== Dataset entries ==

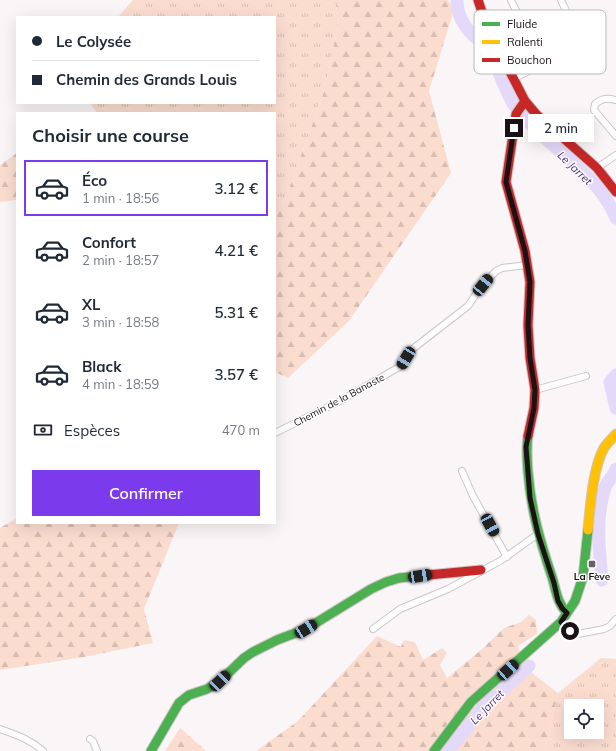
<!DOCTYPE html>
<html lang="fr">
<head>
<meta charset="utf-8">
<style>
	:root { --surface:#fff; --page:#f6f6f7; --text:#1f2937; --muted:#747a83; --line:#e0e1e3; --accent:#7c3aed }
	body { margin:0; font-family:Mulish,sans-serif; background:var(--page); color:var(--text); height:100vh; display:flex; flex-direction:column; font-size:15px; white-space:nowrap }
	* { box-sizing:border-box; margin:0 }
	p { font-size:13px; color:var(--muted) }
	.icon { flex:none; width:22px; height:22px; fill:none; stroke:currentColor; stroke-width:2; stroke-linecap:round; stroke-linejoin:round }
	.map { position:relative; flex:1; overflow:hidden }
	.details { position:absolute; left:16px; top:112px; width:260px; height:412px; display:flex; flex-direction:column; background:var(--surface); border-radius:0px; box-shadow:0 4px 16px #0002 }
	.details>* { flex:none }
	.banner { position:absolute; left:16px; top:16px; width:260px; height:88px; border-radius:0px; box-shadow:0 4px 16px #0002; display:grid; align-content:center; height:88px; padding:0 16px; background:var(--surface) }
	.fabs { position:absolute; left:564px; top:699px; display:grid; gap:8px }
	.fabs a { display:grid; place-items:center; width:40px; height:40px; border-radius:0px; background:var(--surface); box-shadow:0 4px 16px #0002; font-size:20px }
	.end { position:absolute; width:18px; height:18px; margin:-9px; border:5px solid #1b1216; background:#fff; box-shadow:0 0 0 2px #fff }
	.from { border-radius:50% }
	.bubble { position:absolute; height:28px; border-radius:0px; background:var(--surface); box-shadow:0 4px 16px #0002; font-size:13px; font-weight:600; line-height:28px; text-align:center }
	.car { position:absolute; width:12px; height:24px; margin:-12px -6px; border-radius:5px; box-shadow:0 0 3px 1px #0007; background:linear-gradient(#222 24%,#8ab4d8 0 40%,#222 0 76%,#8ab4d8 0 86%,#222 0) }
	.banner b { display:flex; align-items:center; gap:14px; height:38px; font-size:15px }
	.banner b+b { border-top:1px solid var(--line) }
	.banner i { width:10px; height:10px; background:var(--text) }
	ul { padding:0; list-style:none }
	li { display:flex; align-items:center; gap:12px; height:56px; margin:0 8px 6px; padding:0 8px; border:2px solid transparent; border-radius:0px }
	li div { flex:1 }
	li b { display:block; font-size:15px }
	li em { font-style:normal; font-weight:600 }
	li.on { border-color:var(--accent) }
	li>.icon { width:36px; height:36px; stroke-width:1.5 }
	h2 { padding:0 16px; font-size:18px; line-height:48px }
	.pay { display:flex; align-items:center; gap:10px; height:44px; padding:0 16px; font-size:15px }
	.pay p { margin-inline-start:auto }
	.primary-button { display:flex; gap:8px; margin-top:auto; padding:8px 16px }
	.primary-button a { flex:1; height:46px; border-radius:0px; background:var(--accent); color:#fff; font-size:16px; font-weight:600; line-height:46px; text-align:center }
	.map>svg:first-child { display:block }
	.grass { fill:url(#grass-tufts); fill-rule:evenodd }
	.forest { fill:url(#forest-firs) }
	.lines { fill:none; stroke-linecap:round; stroke-linejoin:round }
	.river { stroke:#e4d9f8; stroke-width:13 }
	.street-casing { stroke:#cdc5c8; stroke-width:8 }
	.fast-casing { stroke:#cdc5c8; stroke-width:11 }
	.slow-casing { stroke:#cdc5c8; stroke-width:11 }
	.jam-casing { stroke:#cdc5c8; stroke-width:11 }
	.street { stroke:#fefefe; stroke-width:6 }
	.fast { stroke:#4caf50; stroke-width:9 }
	.slow { stroke:#ffc107; stroke-width:9 }
	.jam { stroke:#c62828; stroke-width:9 }
	.route { stroke:#1b1216; stroke-width:5 }
	.poi-dot { fill:#696165; stroke:#fff; stroke-width:1.5 }
	.labels { text-anchor:middle; dominant-baseline:central; stroke-width:3; stroke-linejoin:round; paint-order:stroke }
	.street-label { font-size:10px; fill:#1b1216; stroke:#fff }
	.poi-label { font-size:10px; font-weight:bold; fill:#1b1216; stroke:#fff }
	.water-label { font-size:11px; font-style:italic; fill:#462574; stroke:#fff }
	.key { fill:#fff; stroke:#bbb8b9; stroke-width:1 }
	.key-label { font-size:11px; fill:#1b1216 }
</style>
</head>
<body>
<div class="map">
<svg width="616" height="751" viewBox="0 0 616 751">
	<defs>
		<pattern id="grass-tufts" width="24" height="20" patternUnits="userSpaceOnUse"><rect width="24" height="20" fill="#fbddd0"/><path d="M3 7l-1-3M5 7V3M7 7l1-3M15 17l-1-3M17 17v-4M19 17l1-3" fill="none" stroke="#d7bdb2"/></pattern>
		<pattern id="forest-firs" width="22" height="20" patternUnits="userSpaceOnUse"><rect width="22" height="20" fill="#fbddd0"/><path d="M5 1l3.5 6h-7zM16 11l3.5 6h-7z" fill="#d7bdb2"/></pattern>
	</defs>
	<rect width="100%" height="100%" fill="#faf5f7"/>
	<path class="grass" d="M133 0H335L339 21 324 92 285 200 275 207V113H97L90 103H275V17H118Z
		M601 658 616 659V751H545L558 693ZM571 706H597V732H571Z"/>
	<path class="forest" d="M335 0H448L454 10 429 91 451 173 349 321 288 378 275 372V207L285 200 324 92 339 21Z
		M17 153V200L0 202V165Z
		M17 518V523H179L144 609 153 643 84 657 0 670V528Z
		M529 615 536 620 537 634 518 646 523 666 558 693 545 751H256L298 721 377 636 401 647 404 640 415 642 423 660 442 648 447 653 440 665 447 678 481 650 504 628 521 622Z
		M180 728 206 751H165Z"/>
	<g class="lines">
		<path class="river" d="M457 0C457 15 464 27 475 37 479 40 484 43 486 47 498 65 503 87 514 105 518 110 522 114 526 119 555 152 599 176 616 218
			M616 375 610 382 616 408
			M602 580C599 547 595 519 605 488 607 481 614 476 616 469
			M448 751 483 708 529 666"/>
		<g class="street-casing">
			<path id="street" d="M511 0 542 64
				M513 79 566 52C585 42 567 14 561 0
				M616 100C607 98 602 98 595 104L594 110 616 136
				M597 168 616 155
				M535 390 586 376
				M275 433 340 401 401 366 410 351 468 306 478 291 496 271 502 268 528 265
				M462 471 473 496 507 557
				M561 622 570 631 578 634 604 629 610 626 616 619
				M373 629 400 609 448 589 500 561 538 534
				M0 729C16 735 30 739 43 751
				M90 739 93 741 97 751"/>
		</g>
		<g class="fast-casing">
			<path id="fast" d="M528 436C526 448 527 459 528 472 531 510 540 541 552 577 556 590 557 603 567 613
				M151 751 179 703 189 695 207 689 220 681 244 658 253 652 277 640 306 629 371 589 386 582 399 578 428 575
				M434 751 471 702 561 622 575 601 583 577 588 530"/>
		</g>
		<g class="slow-casing">
			<path id="slow" d="M588 530C590 508 593 467 604 448 607 443 612 439 616 434"/>
		</g>
		<g class="jam-casing">
			<path id="jam" d="M478 0 487 27 525 101 536 114 597 168 616 192
				M525 101 516 114 506 182 525 251 530 282 528 325 530 358 535 390 534 408 528 436
				M428 575 481 570"/>
		</g>
		<use href="#street" class="street"/>
		<use href="#fast" class="fast"/>
		<use href="#slow" class="slow"/>
		<use href="#jam" class="jam"/>
	</g>
	<g class="lines">
		<path class="route" d="M514 128 506 182 525 251 530 282 528 325 530 358 535 390 534 408 526 447 530 498 538 534 554 583 558 601 562 608 567 613 561 622 570 631"/>
	</g>
	<rect class="poi-dot" x="588" y="560" width="8" height="8" rx="2"/>
	<g class="labels">
		<g class="street-label">
			<text transform="translate(339 400) rotate(-28)">Chemin de la Banaste</text>
		</g>
		<g class="poi-label">
			<text x="592" y="576">La Fève</text>
		</g>
		<g class="water-label">
			<text transform="translate(575 168) rotate(44)">Le Jarret</text>
			<text transform="translate(487 707) rotate(-46)">Le Jarret</text>
		</g>
	</g>
	<rect x="474" y="10" width="132" height="64" rx="6" class="key"/>
	<rect x="482" y="22" width="18" height="4" fill="#4caf50"/>
	<rect x="482" y="40" width="18" height="4" fill="#ffc107"/>
	<rect x="482" y="58" width="18" height="4" fill="#c62828"/>
	<g class="key-label">
		<text x="507" y="28">Fluide</text>
		<text x="507" y="46">Ralenti</text>
		<text x="507" y="64">Bouchon</text>
	</g>
</svg>
<div class="fabs">
<a><svg class="icon" aria-label="locate" viewBox="0 0 24 24"><circle cx="12" cy="12" r="6"/><path d="M12 2v4M12 18v4M2 12h4M18 12h4"/></svg></a>
</div>
<i class="end from" style="left:570px;top:631px"></i>
<i class="end" style="left:514px;top:128px"></i>
<div class="bubble" style="left:528px;top:114px;width:66px">2 min</div>
<i class="car" style="left:483px;top:285px;rotate:39deg"></i>
<i class="car" style="left:406px;top:358px;rotate:211deg"></i>
<i class="car" style="left:490px;top:525px;rotate:151deg"></i>
<i class="car" style="left:420px;top:576px;rotate:81deg"></i>
<i class="car" style="left:306px;top:629px;rotate:58deg"></i>
<i class="car" style="left:508px;top:670px;rotate:48deg"></i>
<i class="car" style="left:220px;top:681px;rotate:46deg"></i>
<div class="banner">
<b><i class="from"></i>Le Colysée</b>
<b><i></i>Chemin des Grands Louis</b>
</div>
<section class="details">
<h2>Choisir une course</h2>
<ul>
<li class="on"><svg class="icon" aria-label="car" viewBox="0 0 24 24"><path d="M5 17H2v-5l4-1 3-4h7l3 4 3 1v5h-3M9 17h6M6 11h13"/><circle cx="7" cy="17" r="2"/><circle cx="17" cy="17" r="2"/></svg><div><b>Éco</b><p>1 min · 18:56</p></div><em>3.12 €</em></li>
<li><svg class="icon" aria-label="car" viewBox="0 0 24 24"><path d="M5 17H2v-5l4-1 3-4h7l3 4 3 1v5h-3M9 17h6M6 11h13"/><circle cx="7" cy="17" r="2"/><circle cx="17" cy="17" r="2"/></svg><div><b>Confort</b><p>2 min · 18:57</p></div><em>4.21 €</em></li>
<li><svg class="icon" aria-label="car" viewBox="0 0 24 24"><path d="M5 17H2v-5l4-1 3-4h7l3 4 3 1v5h-3M9 17h6M6 11h13"/><circle cx="7" cy="17" r="2"/><circle cx="17" cy="17" r="2"/></svg><div><b>XL</b><p>3 min · 18:58</p></div><em>5.31 €</em></li>
<li><svg class="icon" aria-label="car" viewBox="0 0 24 24"><path d="M5 17H2v-5l4-1 3-4h7l3 4 3 1v5h-3M9 17h6M6 11h13"/><circle cx="7" cy="17" r="2"/><circle cx="17" cy="17" r="2"/></svg><div><b>Black</b><p>4 min · 18:59</p></div><em>3.57 €</em></li>
</ul>
<div class="pay"><svg class="icon" aria-label="cash" viewBox="0 0 24 24"><path d="M3 7h18v10H3z"/><circle cx="12" cy="12" r="2"/></svg>Espèces<p>470 m</p></div>
<div class="primary-button"><a>Confirmer</a></div>
</section>
</div>
</body>
</html>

===

## What needs to be done
Search the material above for the string "radius". Show every line that holds it.

## Reply
	.details { position:absolute; left:16px; top:112px; width:260px; height:412px; display:flex; flex-direction:column; background:var(--surface); border-radius:0px; box-shadow:0 4px 16px #0002 }
	.banner { position:absolute; left:16px; top:16px; width:260px; height:88px; border-radius:0px; box-shadow:0 4px 16px #0002; display:grid; align-content:center; height:88px; padding:0 16px; background:var(--surface) }
	.fabs a { display:grid; place-items:center; width:40px; height:40px; border-radius:0px; background:var(--surface); box-shadow:0 4px 16px #0002; font-size:20px }
	.from { border-radius:50% }
	.bubble { position:absolute; height:28px; border-radius:0px; background:var(--surface); box-shadow:0 4px 16px #0002; font-size:13px; font-weight:600; line-height:28px; text-align:center }
	.car { position:absolute; width:12px; height:24px; margin:-12px -6px; border-radius:5px; box-shadow:0 0 3px 1px #0007; background:linear-gradient(#222 24%,#8ab4d8 0 40%,#222 0 76%,#8ab4d8 0 86%,#222 0) }
	li { display:flex; align-items:center; gap:12px; height:56px; margin:0 8px 6px; padding:0 8px; border:2px solid transparent; border-radius:0px }
	.primary-button a { flex:1; height:46px; border-radius:0px; background:var(--accent); color:#fff; font-size:16px; font-weight:600; line-height:46px; text-align:center }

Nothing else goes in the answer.